Problem statement: Repeat word for word the opening stretch of the entries, from the first line through the line containing "Task: Describe this".
--- START ---
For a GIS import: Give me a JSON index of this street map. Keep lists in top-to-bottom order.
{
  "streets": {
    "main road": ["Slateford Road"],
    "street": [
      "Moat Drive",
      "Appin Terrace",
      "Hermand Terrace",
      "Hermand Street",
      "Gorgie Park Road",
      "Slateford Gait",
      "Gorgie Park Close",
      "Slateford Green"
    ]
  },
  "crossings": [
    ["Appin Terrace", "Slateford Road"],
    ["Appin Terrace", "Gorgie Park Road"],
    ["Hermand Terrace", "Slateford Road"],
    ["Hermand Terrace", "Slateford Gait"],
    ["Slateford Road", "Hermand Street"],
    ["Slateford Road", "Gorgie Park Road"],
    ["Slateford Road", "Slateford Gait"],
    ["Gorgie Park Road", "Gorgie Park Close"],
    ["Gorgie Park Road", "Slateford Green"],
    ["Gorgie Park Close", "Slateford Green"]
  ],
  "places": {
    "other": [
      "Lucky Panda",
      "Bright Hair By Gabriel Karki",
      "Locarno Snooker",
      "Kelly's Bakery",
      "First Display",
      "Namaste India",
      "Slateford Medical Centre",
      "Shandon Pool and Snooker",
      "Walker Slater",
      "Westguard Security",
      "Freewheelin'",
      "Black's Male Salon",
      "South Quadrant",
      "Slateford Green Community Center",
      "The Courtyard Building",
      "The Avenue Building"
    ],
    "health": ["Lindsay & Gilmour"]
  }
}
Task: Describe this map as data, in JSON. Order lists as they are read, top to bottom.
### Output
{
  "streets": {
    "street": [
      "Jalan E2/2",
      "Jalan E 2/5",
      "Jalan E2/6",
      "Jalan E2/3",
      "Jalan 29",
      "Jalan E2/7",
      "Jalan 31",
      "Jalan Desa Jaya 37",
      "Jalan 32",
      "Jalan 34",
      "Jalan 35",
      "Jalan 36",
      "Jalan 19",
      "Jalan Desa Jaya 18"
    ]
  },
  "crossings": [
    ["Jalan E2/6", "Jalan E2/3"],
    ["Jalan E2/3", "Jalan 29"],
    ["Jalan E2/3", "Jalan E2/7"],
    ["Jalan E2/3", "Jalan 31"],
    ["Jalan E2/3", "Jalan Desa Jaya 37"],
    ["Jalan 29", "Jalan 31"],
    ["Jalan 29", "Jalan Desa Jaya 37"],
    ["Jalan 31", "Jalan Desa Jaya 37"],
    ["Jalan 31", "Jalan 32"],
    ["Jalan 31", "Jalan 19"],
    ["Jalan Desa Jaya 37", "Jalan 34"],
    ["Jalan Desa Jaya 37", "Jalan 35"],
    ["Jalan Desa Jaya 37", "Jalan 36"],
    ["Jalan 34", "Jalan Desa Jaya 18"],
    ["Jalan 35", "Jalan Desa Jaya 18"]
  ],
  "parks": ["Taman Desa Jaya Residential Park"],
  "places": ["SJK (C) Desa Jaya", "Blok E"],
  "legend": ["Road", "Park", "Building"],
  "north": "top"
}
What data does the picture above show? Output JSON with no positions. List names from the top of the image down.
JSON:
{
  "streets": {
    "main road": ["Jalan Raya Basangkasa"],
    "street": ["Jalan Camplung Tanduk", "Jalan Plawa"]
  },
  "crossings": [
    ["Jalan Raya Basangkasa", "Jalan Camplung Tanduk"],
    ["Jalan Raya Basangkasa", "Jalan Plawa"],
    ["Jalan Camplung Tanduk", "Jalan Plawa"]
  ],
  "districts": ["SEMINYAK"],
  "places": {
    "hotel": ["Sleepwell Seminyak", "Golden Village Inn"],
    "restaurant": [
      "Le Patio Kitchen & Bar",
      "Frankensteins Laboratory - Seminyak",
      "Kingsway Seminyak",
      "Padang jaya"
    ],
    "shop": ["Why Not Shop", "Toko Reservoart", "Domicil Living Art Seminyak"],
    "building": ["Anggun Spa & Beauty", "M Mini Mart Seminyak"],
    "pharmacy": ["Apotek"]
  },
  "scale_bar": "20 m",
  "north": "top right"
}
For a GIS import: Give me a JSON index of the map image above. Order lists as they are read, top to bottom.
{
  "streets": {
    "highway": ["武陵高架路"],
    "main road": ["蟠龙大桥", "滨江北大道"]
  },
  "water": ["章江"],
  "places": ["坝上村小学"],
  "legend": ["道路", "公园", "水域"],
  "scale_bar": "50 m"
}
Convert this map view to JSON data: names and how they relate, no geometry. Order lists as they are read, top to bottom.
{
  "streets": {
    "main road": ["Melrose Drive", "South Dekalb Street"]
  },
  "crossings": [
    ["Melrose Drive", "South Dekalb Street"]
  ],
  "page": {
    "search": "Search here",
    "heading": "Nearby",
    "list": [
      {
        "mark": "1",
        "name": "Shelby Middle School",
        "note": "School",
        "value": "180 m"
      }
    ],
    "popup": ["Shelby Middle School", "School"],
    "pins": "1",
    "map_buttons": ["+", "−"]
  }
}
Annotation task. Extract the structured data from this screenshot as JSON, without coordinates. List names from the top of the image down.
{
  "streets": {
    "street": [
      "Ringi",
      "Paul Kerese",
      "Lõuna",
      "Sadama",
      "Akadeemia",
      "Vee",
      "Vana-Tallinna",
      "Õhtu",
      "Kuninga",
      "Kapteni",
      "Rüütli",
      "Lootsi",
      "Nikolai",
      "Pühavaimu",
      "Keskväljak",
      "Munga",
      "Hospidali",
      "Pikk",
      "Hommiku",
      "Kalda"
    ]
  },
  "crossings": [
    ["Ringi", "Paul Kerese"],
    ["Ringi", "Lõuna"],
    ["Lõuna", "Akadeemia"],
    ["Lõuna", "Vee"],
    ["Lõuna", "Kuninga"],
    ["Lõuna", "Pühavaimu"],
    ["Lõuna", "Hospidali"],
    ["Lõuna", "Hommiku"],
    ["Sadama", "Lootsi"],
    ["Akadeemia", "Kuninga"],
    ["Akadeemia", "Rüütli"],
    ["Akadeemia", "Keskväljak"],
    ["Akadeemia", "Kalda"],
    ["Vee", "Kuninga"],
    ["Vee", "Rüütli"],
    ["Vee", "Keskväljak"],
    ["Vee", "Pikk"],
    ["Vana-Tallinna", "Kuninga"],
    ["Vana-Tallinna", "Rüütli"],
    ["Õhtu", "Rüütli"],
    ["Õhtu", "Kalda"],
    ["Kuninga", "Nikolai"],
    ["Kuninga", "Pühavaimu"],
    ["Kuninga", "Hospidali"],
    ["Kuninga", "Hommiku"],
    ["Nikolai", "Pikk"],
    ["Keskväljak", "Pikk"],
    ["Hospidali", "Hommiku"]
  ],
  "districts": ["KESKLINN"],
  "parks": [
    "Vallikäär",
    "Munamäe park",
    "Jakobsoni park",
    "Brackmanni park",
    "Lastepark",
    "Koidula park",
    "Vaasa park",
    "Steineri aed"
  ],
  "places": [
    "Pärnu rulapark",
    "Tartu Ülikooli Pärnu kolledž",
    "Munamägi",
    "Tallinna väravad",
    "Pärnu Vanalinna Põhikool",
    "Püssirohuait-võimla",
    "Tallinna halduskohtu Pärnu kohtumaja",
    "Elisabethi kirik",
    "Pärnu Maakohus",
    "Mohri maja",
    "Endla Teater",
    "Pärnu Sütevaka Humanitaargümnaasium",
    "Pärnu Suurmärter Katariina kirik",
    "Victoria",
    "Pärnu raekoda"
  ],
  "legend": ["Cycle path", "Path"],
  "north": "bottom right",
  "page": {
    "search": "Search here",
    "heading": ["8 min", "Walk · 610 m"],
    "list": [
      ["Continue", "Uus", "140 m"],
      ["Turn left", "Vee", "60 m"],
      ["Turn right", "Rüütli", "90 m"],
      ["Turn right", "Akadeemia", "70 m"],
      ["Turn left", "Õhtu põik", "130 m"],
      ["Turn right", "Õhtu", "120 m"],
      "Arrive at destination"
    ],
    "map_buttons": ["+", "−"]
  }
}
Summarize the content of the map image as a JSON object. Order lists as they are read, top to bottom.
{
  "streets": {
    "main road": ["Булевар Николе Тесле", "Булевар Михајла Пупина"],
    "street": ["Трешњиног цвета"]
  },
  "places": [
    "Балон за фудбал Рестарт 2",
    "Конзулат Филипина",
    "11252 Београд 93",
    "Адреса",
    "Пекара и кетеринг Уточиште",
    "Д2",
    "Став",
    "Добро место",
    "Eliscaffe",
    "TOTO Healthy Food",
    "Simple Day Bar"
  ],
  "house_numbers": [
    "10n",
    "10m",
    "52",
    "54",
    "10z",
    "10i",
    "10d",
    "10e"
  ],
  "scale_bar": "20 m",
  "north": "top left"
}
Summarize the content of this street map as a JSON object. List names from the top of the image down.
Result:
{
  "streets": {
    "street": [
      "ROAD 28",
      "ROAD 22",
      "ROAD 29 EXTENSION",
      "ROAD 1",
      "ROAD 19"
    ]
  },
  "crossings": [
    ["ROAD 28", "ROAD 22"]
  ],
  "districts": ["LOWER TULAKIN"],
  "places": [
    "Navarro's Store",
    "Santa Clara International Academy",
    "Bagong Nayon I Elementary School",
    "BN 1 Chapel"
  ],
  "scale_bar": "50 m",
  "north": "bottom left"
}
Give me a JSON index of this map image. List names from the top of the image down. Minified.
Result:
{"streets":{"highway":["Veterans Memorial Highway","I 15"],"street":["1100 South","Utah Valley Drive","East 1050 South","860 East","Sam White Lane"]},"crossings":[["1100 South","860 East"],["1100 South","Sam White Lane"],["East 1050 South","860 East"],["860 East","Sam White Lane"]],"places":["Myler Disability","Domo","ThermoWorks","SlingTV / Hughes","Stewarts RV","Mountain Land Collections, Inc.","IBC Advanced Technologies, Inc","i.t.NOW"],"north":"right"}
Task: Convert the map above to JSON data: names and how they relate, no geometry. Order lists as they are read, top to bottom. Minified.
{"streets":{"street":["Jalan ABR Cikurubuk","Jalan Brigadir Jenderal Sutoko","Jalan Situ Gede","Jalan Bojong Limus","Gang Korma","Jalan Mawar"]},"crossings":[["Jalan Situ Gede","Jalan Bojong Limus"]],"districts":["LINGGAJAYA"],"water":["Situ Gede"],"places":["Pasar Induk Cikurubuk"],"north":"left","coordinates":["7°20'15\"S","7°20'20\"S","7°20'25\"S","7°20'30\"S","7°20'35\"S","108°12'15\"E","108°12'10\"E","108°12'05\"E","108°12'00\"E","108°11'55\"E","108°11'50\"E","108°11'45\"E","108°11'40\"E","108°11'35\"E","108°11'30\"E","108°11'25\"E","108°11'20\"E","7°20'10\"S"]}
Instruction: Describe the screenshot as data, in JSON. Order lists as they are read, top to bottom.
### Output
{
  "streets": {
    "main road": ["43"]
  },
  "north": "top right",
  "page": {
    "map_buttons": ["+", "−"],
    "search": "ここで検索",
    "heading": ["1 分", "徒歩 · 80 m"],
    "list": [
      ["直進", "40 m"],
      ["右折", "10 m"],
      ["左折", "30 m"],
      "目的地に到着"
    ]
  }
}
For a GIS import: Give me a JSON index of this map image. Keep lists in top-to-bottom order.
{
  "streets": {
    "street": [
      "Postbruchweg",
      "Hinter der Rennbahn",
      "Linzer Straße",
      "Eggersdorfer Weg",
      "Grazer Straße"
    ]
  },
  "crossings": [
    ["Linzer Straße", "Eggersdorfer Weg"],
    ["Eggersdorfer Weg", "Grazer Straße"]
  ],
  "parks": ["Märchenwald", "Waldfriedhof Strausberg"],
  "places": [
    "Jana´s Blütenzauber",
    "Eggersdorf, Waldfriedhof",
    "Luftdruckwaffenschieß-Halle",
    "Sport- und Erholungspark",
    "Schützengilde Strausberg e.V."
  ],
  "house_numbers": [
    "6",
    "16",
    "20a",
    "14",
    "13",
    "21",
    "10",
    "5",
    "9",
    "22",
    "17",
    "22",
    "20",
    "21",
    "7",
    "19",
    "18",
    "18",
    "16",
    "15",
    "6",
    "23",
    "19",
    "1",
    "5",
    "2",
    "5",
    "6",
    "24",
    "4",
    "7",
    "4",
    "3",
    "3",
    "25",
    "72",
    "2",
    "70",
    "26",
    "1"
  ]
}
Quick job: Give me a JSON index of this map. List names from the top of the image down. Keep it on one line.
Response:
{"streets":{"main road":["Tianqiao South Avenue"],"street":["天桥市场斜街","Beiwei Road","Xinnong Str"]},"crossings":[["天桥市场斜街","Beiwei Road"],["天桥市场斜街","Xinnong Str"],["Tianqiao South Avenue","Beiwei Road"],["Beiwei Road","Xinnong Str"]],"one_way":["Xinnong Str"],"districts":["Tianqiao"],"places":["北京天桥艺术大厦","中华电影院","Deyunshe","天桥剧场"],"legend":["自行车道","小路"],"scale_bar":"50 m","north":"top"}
--- END ---
The completed task:
For a GIS import: Give me a JSON index of this street map. Keep lists in top-to-bottom order.
{
  "streets": {
    "main road": ["Slateford Road"],
    "street": [
      "Moat Drive",
      "Appin Terrace",
      "Hermand Terrace",
      "Hermand Street",
      "Gorgie Park Road",
      "Slateford Gait",
      "Gorgie Park Close",
      "Slateford Green"
    ]
  },
  "crossings": [
    ["Appin Terrace", "Slateford Road"],
    ["Appin Terrace", "Gorgie Park Road"],
    ["Hermand Terrace", "Slateford Road"],
    ["Hermand Terrace", "Slateford Gait"],
    ["Slateford Road", "Hermand Street"],
    ["Slateford Road", "Gorgie Park Road"],
    ["Slateford Road", "Slateford Gait"],
    ["Gorgie Park Road", "Gorgie Park Close"],
    ["Gorgie Park Road", "Slateford Green"],
    ["Gorgie Park Close", "Slateford Green"]
  ],
  "places": {
    "other": [
      "Lucky Panda",
      "Bright Hair By Gabriel Karki",
      "Locarno Snooker",
      "Kelly's Bakery",
      "First Display",
      "Namaste India",
      "Slateford Medical Centre",
      "Shandon Pool and Snooker",
      "Walker Slater",
      "Westguard Security",
      "Freewheelin'",
      "Black's Male Salon",
      "South Quadrant",
      "Slateford Green Community Center",
      "The Courtyard Building",
      "The Avenue Building"
    ],
    "health": ["Lindsay & Gilmour"]
  }
}
Task: Describe this map as data, in JSON. Order lists as they are read, top to bottom.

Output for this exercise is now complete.